What happens to in-flight data compression in an emergency?

Data compression can have many uses and advantages, but it also has its drawbacks. It’s definitely not a one-size-fits-all strategy. One of the things to be aware of is that initial compression of a table or index can take quite some time, and will be resource-intensive. It also is an offline operation, so the object can’t be accessed while it’s being compressed or uncompressed. (Clarification: by default, an ALTER TABLE statement is an offline operation. You can declare it online, but, as David notes in the comments, “Although the operation is ONLINE, it’s not completely idiot-proof.”)

So what would happen if your SQL Server service or server restarted while you were in the middle of (or, as it usually goes, 90% of the way through) compressing an index? Let’s investigate.

I have a table that is 1.1 GB in size, with a 1.0 GB nonclustered index.

Table name Index name total_pages PagesMB
bigTransactionHistory pk_bigTransactionHistory 143667 1122
bigTransactionHistory IX_ProductId_TransactionDate 131836 1029

I need to reduce the size of the nonclustered index, so I decide to compress it. After using sp_estimate_data_compression_savings, I determine that I will benefit more from page compression.

I apply page compression, and allow my server to work.

Now, let’s say there is an emergency during this operation.
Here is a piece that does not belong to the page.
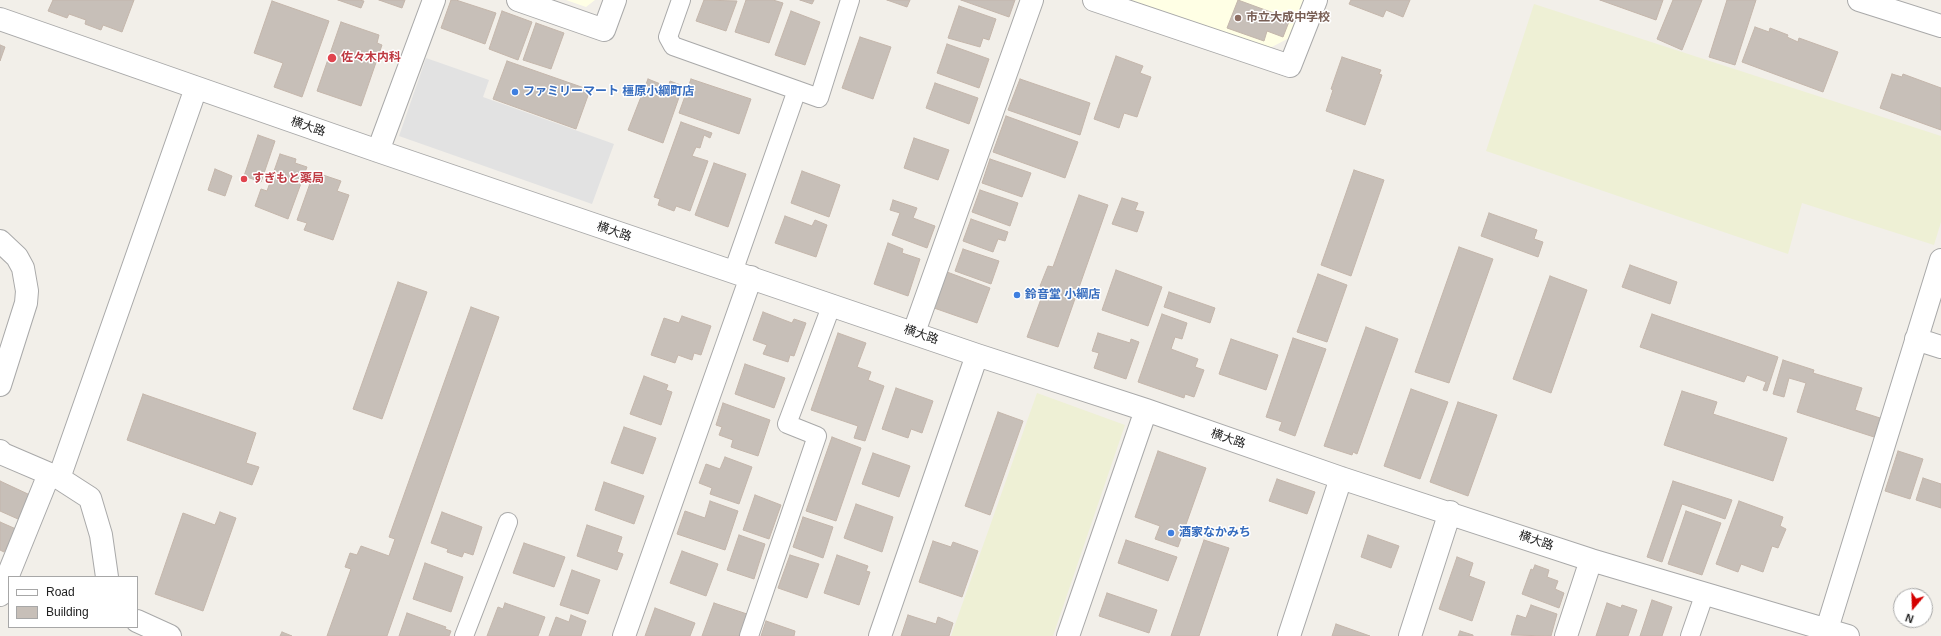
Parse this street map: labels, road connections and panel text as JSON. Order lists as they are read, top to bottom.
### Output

Perhaps a component in the server breaks; maybe the data center loses power. (Or I restart the SQL Server service.) Uh-oh! What happened?

When the service is running, I check SSMS. I see the following error.

What happened to the data? Is compression all or nothing, or is it possible that some pages are compressed and others aren’t? I first check the index size.

Table name Index name total_pages PagesMB
bigTransactionHistory pk_bigTransactionHistory 143667 1122
bigTransactionHistory IX_ProductId_TransactionDate 131836 1029

Nothing has changed – the index is not one byte smaller. This tells me the operation was not successful.

I also check the error log to see what information it can provide.

error log rollback

There are 2 transactions that are rolled back. As I am the only person in this instance right now (the benefits of a test environment), I know those were my transactions.

SQL Server has treated my data compression operation as a transaction. If there is a restart at any point, the operation will be rolled back to maintain data integrity.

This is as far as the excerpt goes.